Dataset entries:
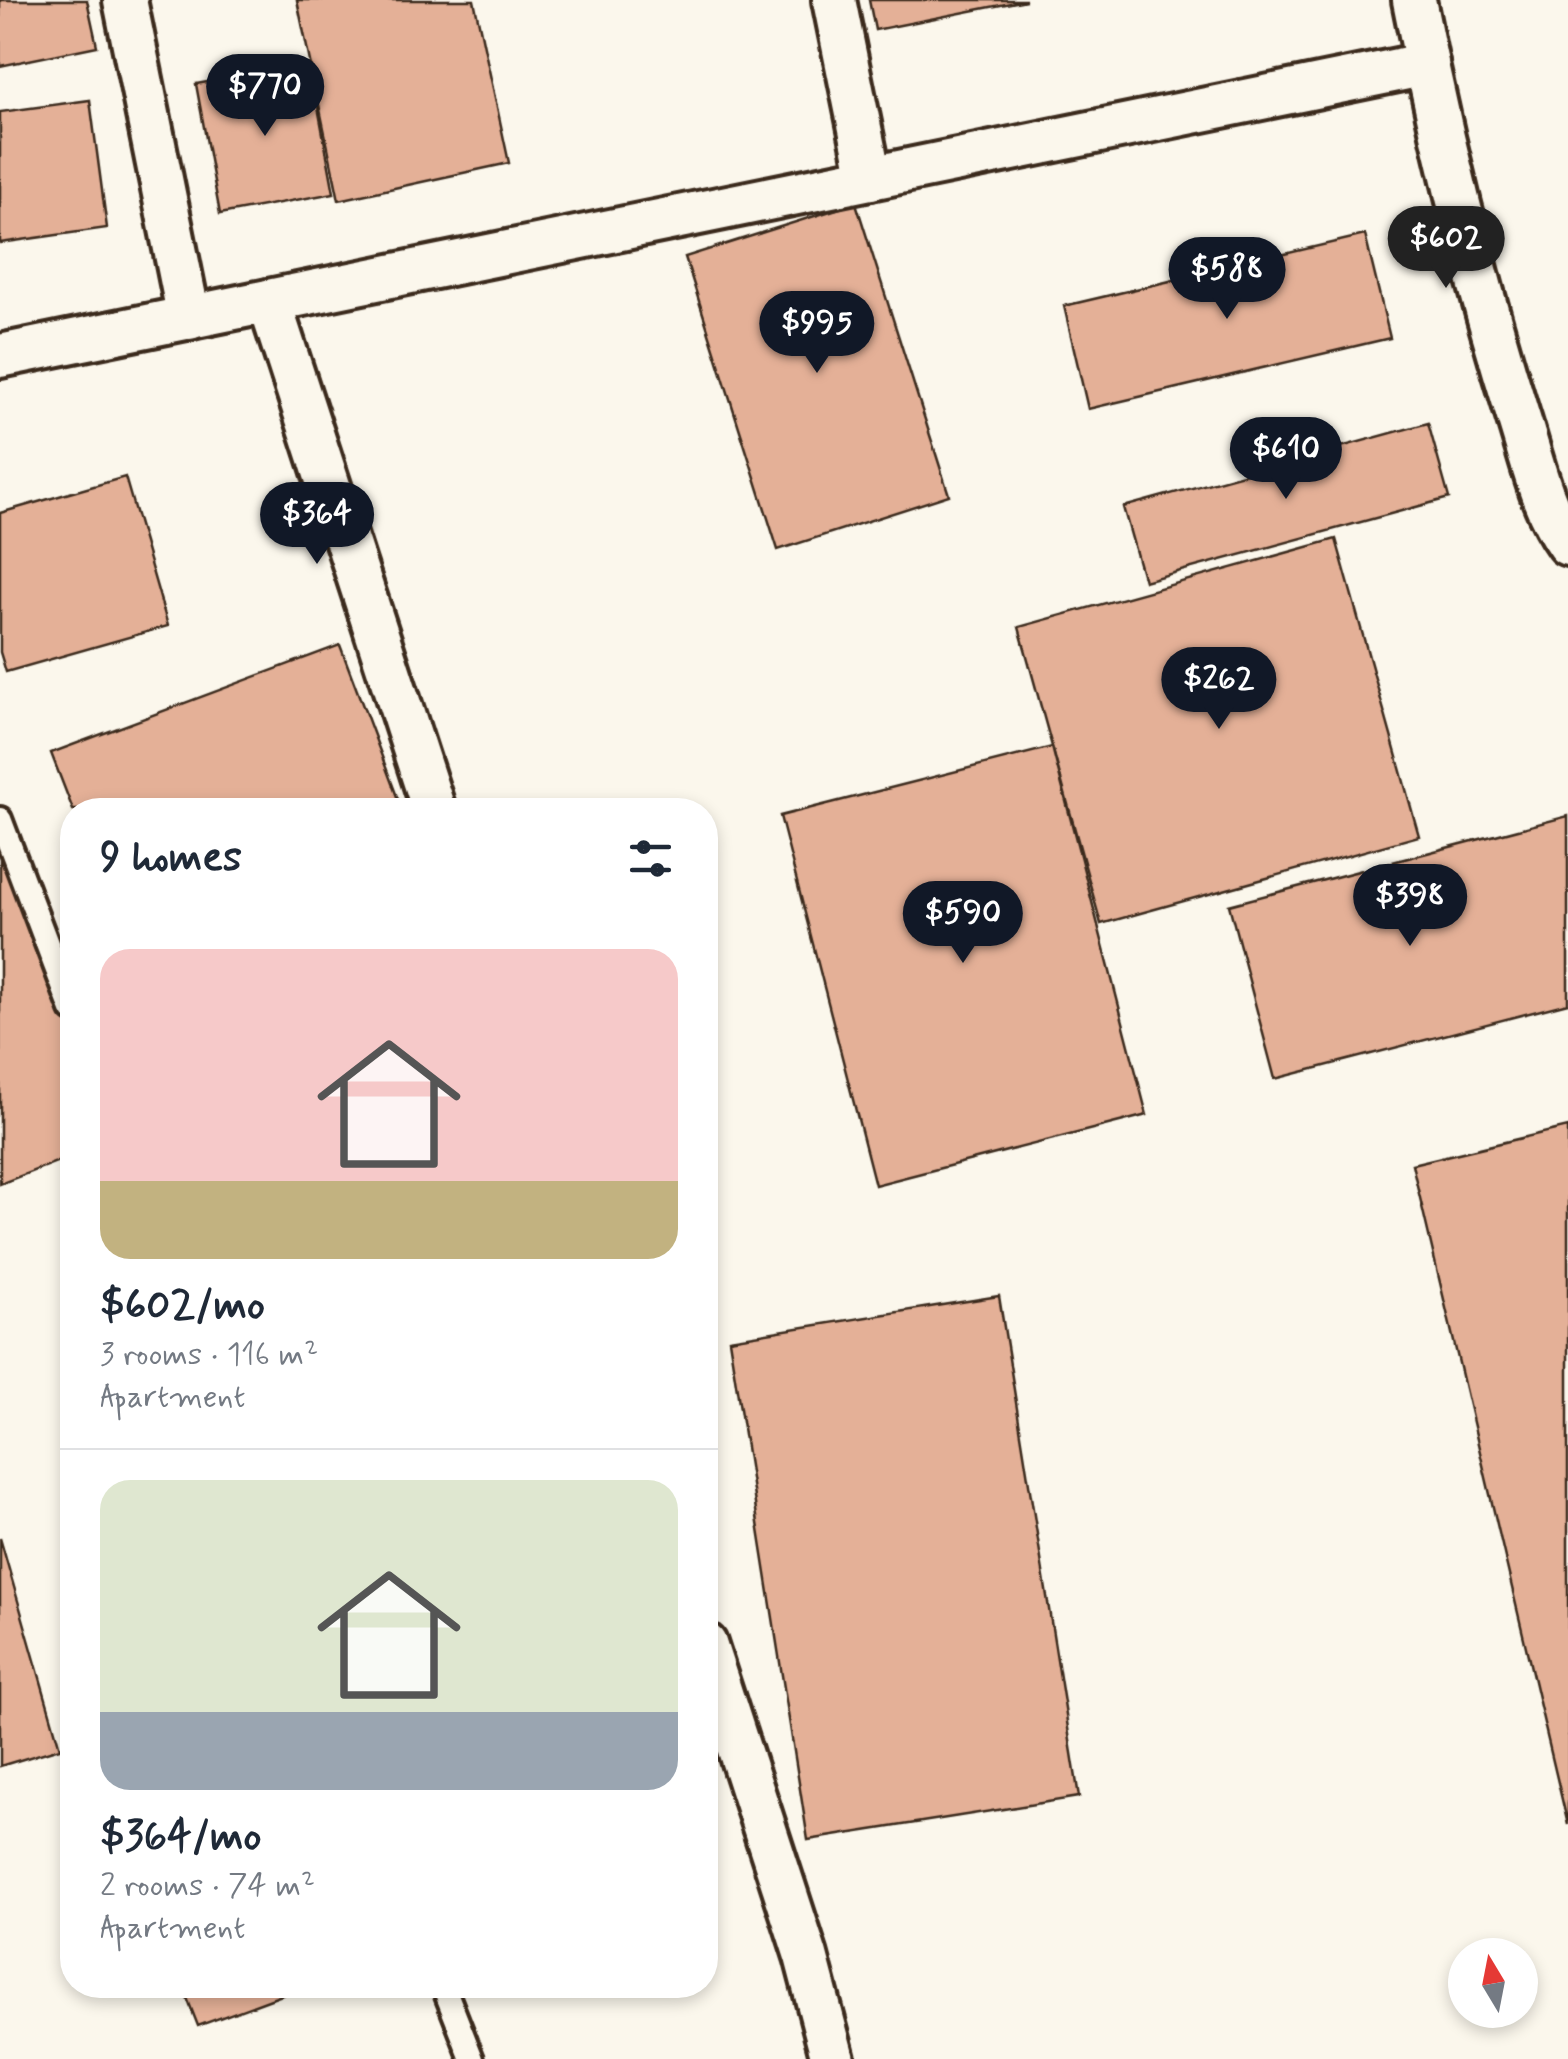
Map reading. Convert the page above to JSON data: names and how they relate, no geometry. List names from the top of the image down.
{
  "north": "top",
  "page": {
    "price": [
      "$770",
      "$602",
      "$588",
      "$995",
      "$610",
      "$364",
      "$262",
      "$398",
      "$590"
    ],
    "heading": "9 homes",
    "list": [
      {
        "name": "$602/mo",
        "note": "3 rooms · 116 m² · Apartment"
      },
      {
        "name": "$364/mo",
        "note": "2 rooms · 74 m² · Apartment"
      }
    ]
  }
}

- _EXERCISE INSTRUCTIONS_: A verbatim transcript of the entries above is required, with the pictures left out.

- _RESULT BELOW_:
Map reading. Convert the page above to JSON data: names and how they relate, no geometry. List names from the top of the image down.
{
  "north": "top",
  "page": {
    "price": [
      "$770",
      "$602",
      "$588",
      "$995",
      "$610",
      "$364",
      "$262",
      "$398",
      "$590"
    ],
    "heading": "9 homes",
    "list": [
      {
        "name": "$602/mo",
        "note": "3 rooms · 116 m² · Apartment"
      },
      {
        "name": "$364/mo",
        "note": "2 rooms · 74 m² · Apartment"
      }
    ]
  }
}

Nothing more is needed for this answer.